私自身、ネットワーク型かコラボレーション型かと言えば、コラボレーション型だと思っています。実は私にとって、知らない人に会いに行くことは意外とハードルが高いのです。異業種交流会で名刺交換をして関係を広げていくよりも、何かを行う中での信頼関係をもとにして、じわじわと広がっていくほうが性格的に合っていると感じます。

例えば、初めての人事の集まりに参加したときに、「何を話せばいいだろう?」と構えてしまう事があると思うのですが、「ここに行って損することはあるの?」だとか「一度行って嫌だと思ったらやめればいいんだ」と気楽に考えるようにしています。その中で、自分なりの楽しいつながりを見つけ、その経験を積み重ねていくようにしています。楽しくないことは続かないですからね。
また、どちらかと言うと楽観的ではなく、悲観的だからゆえに無鉄砲に飛び出すことはなかなかしません。それでも着実に5年、7年とやっていけば、成し遂げられないことはほとんどないと思っています。いつかは達成可能な目標となると。私はトップダウンで何かやってみるというよりは、ボトムアップ・ミドルアップで仕掛けることが多いのですが、一つひとつのプロセスはそんなに難しいことをやってはいません。すごく当たり前のことを、ちょっとずつ進めているイメージです。
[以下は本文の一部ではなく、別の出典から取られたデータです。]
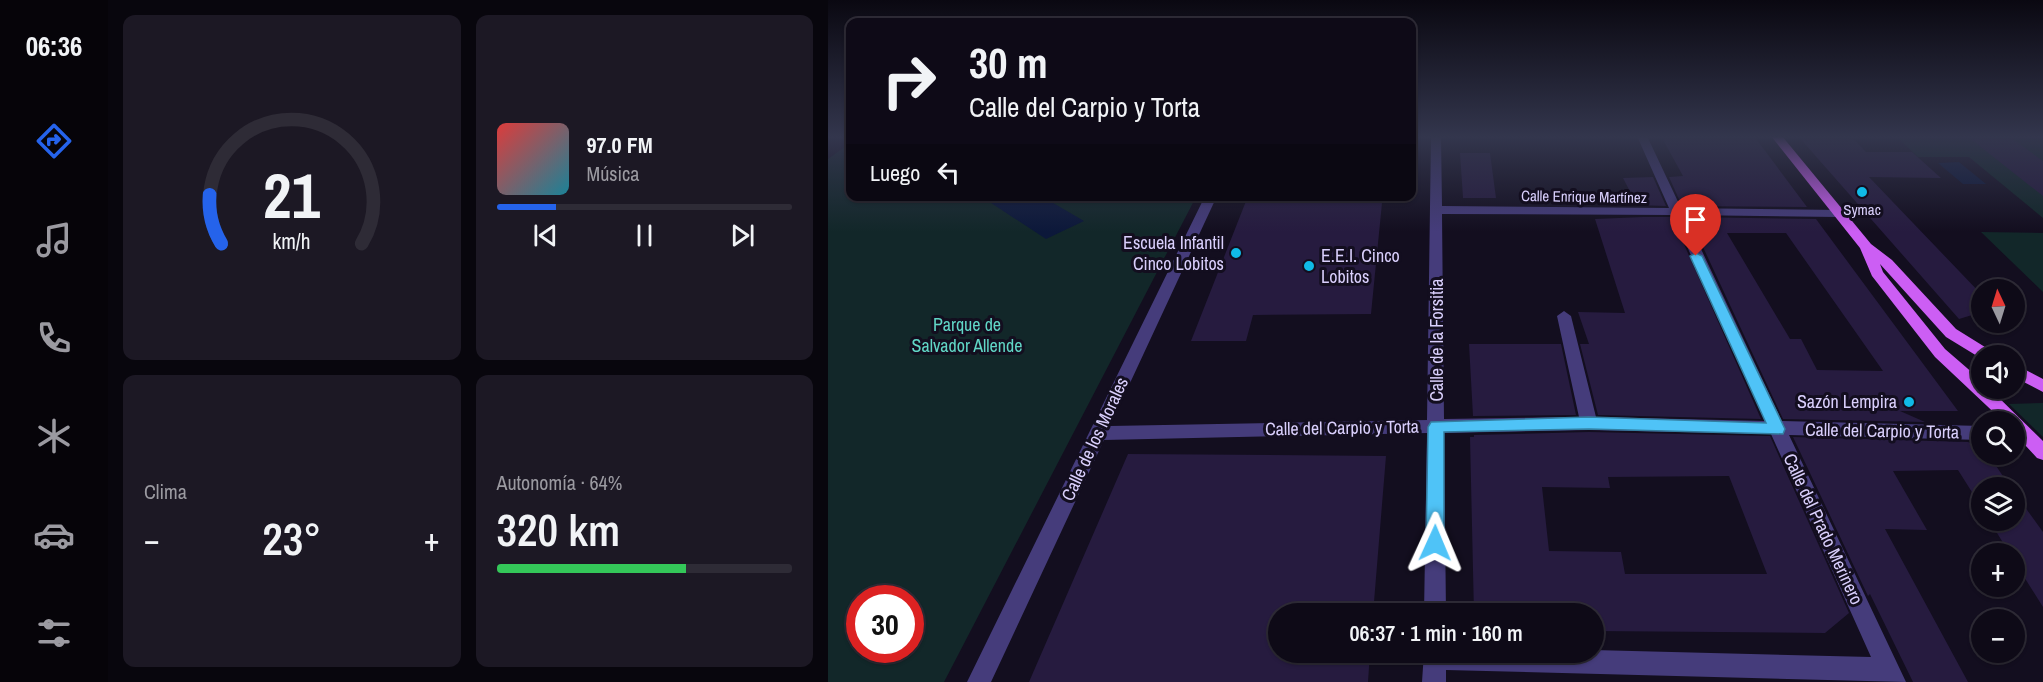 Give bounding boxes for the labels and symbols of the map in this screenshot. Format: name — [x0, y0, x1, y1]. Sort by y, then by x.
street label: Calle Enrique Martínez — [1521, 185, 1647, 208]
marker: Symac — [1855, 185, 1869, 199]
pin — [1670, 194, 1721, 256]
place label: Symac — [1843, 199, 1881, 220]
place label: Escuela Infantil Cinco Lobitos — [1123, 230, 1224, 276]
place label: E.E.I. Cinco Lobitos — [1321, 243, 1400, 289]
marker: Escuela Infantil Cinco Lobitos — [1229, 246, 1243, 260]
marker: E.E.I. Cinco Lobitos — [1302, 259, 1316, 273]
street label: Calle de la Forsitia — [1424, 278, 1449, 402]
north arrow — [1971, 279, 2025, 333]
park label: Parque de Salvador Allende — [912, 312, 1022, 358]
street label: Calle de los Morales — [1055, 373, 1134, 505]
place label: Sazón Lempira — [1797, 389, 1897, 414]
marker: Sazón Lempira — [1902, 395, 1916, 409]
street label: Calle del Carpio y Torta — [1265, 414, 1419, 441]
street label: Calle del Carpio y Torta — [1805, 417, 1959, 444]
street label: Calle del Prado Merinero — [1777, 449, 1869, 608]
position arrow — [1403, 511, 1467, 575]
speed limit sign: 30 — [846, 585, 924, 663] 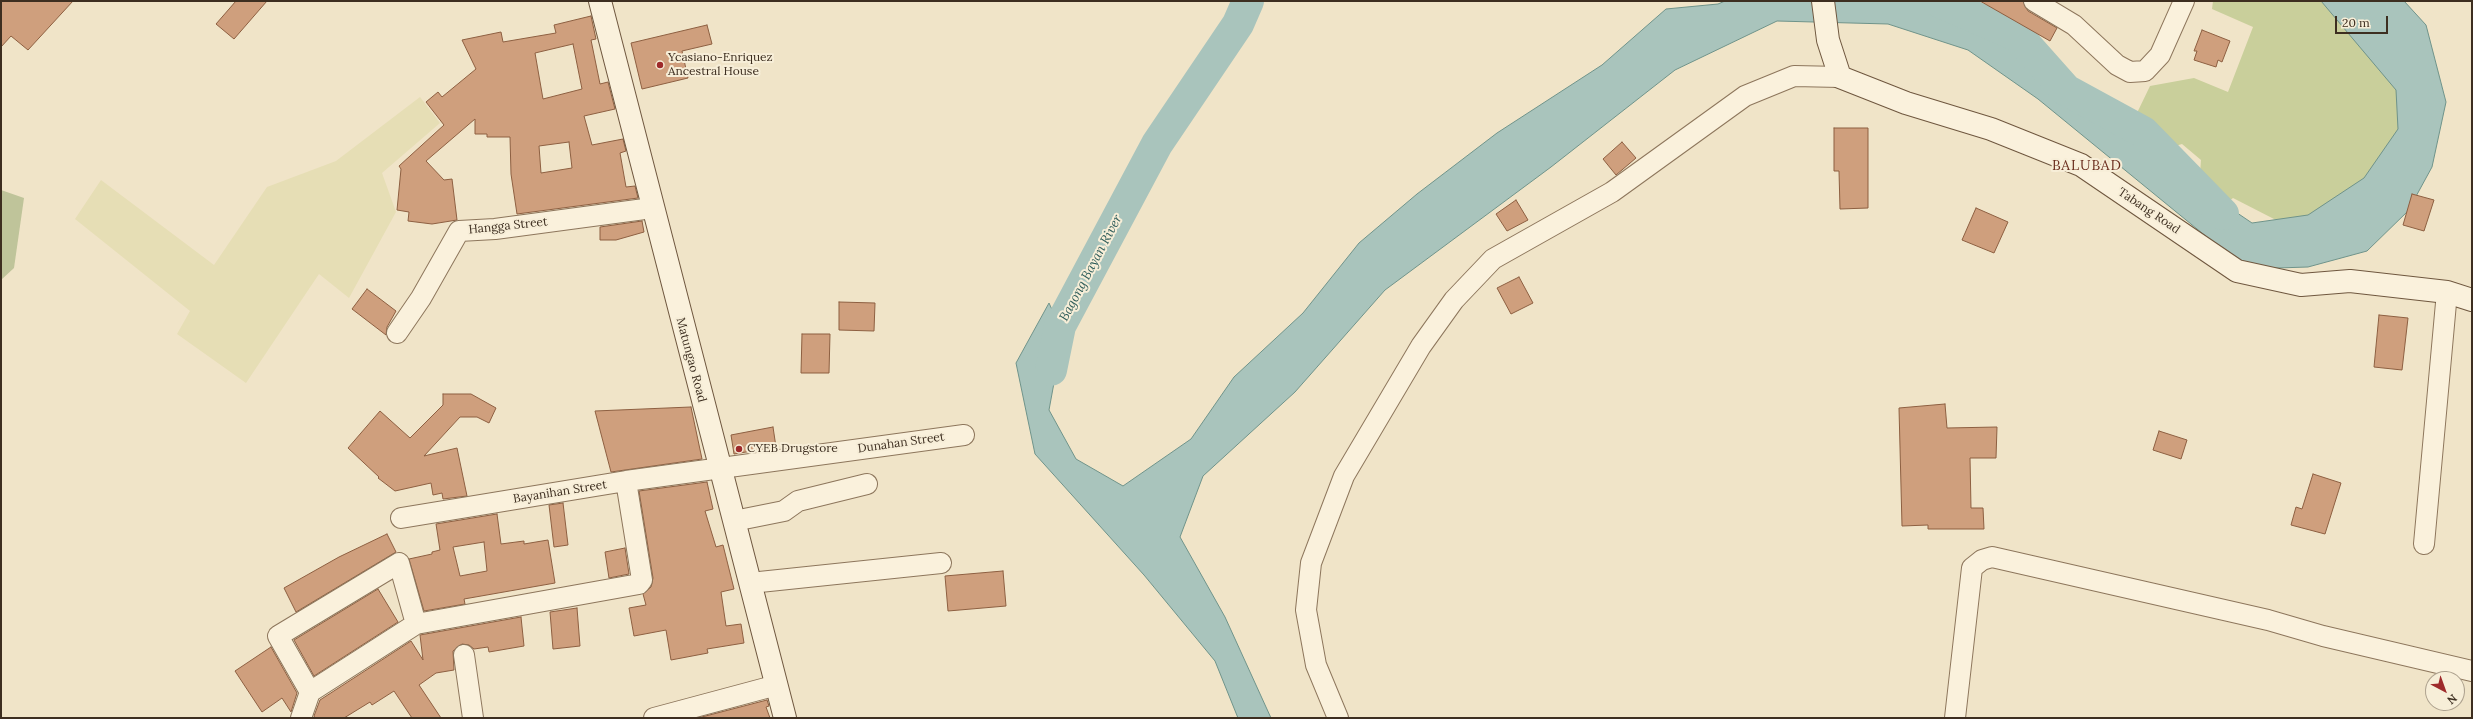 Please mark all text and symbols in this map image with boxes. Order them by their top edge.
scale bar [2337,8,2390,34]
text: 20 m [2342,15,2370,30]
place label: Ycasiano-Enriquez Ancestral House [668,51,773,79]
marker: Ycasiano-Enriquez Ancestral House [655,60,665,70]
district label: BALUBAD [2052,158,2122,174]
street label: Tabang Road [2115,185,2183,237]
water label: Bagong Bayan River [1056,212,1126,324]
street label: Hangga Street [468,215,548,237]
street label: Matungao Road [673,316,709,404]
street label: Dunahan Street [857,430,945,456]
place label: CYEB Drugstore [747,442,838,456]
marker: CYEB Drugstore [734,444,744,454]
street label: Bayanihan Street [512,477,608,507]
north arrow [2425,671,2465,711]
text: N [2444,691,2460,707]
何かを1人でやることが難しいと感じれば、仲間をちょっとずつ増やしていきます。「急に友達を作ろう」ということも簡単ではないですが、月に1人でも2人でもいいので、今まで自分が知らなかった人と接点を持ってみます。それが月に1人とだとしても、1年で12人、10年で120人と広がり、そこから紹介が生まれれば一気に240人、360人と増えていきます。3日坊主でも続けていれば、365日のうち90日くらいにはなるかもしれないので、それなりの変化が生まれますよね。実は私自身も3日坊主なので、

ずっと続けるのは苦手です(笑)。自分の癖を理解し気長にできることからスタートしたほうが、自分の行動変容、自己変容を促す上では大事なのではないかと思っています。

また、10年後などに「こういう姿が理想」ということを言語化しておきます。 まずはイメージを持っておくことが重要だと思います。それはすでに実現している人たちや、成功している人の話を聞くとイメージが持てます。セミナーに出かけることもその一つです。セミナーに出かけて、例えば「それは大企業だからできるのだ」とは思わず、「自分たちの組織がそうなったときにどうするか」と想像するのです。まずは自分ごとに落とすプロセスが必要です。
セミナーや交流会、本もそうですし、自ら仕掛けなくてもインプットを得られる機会があります。別の世界観を情報として仕入れる機会があるので、まずは知ってみるということが大事。常に新しいことを得ようという気持ち、学び続けるだけでも視野が広がると思います。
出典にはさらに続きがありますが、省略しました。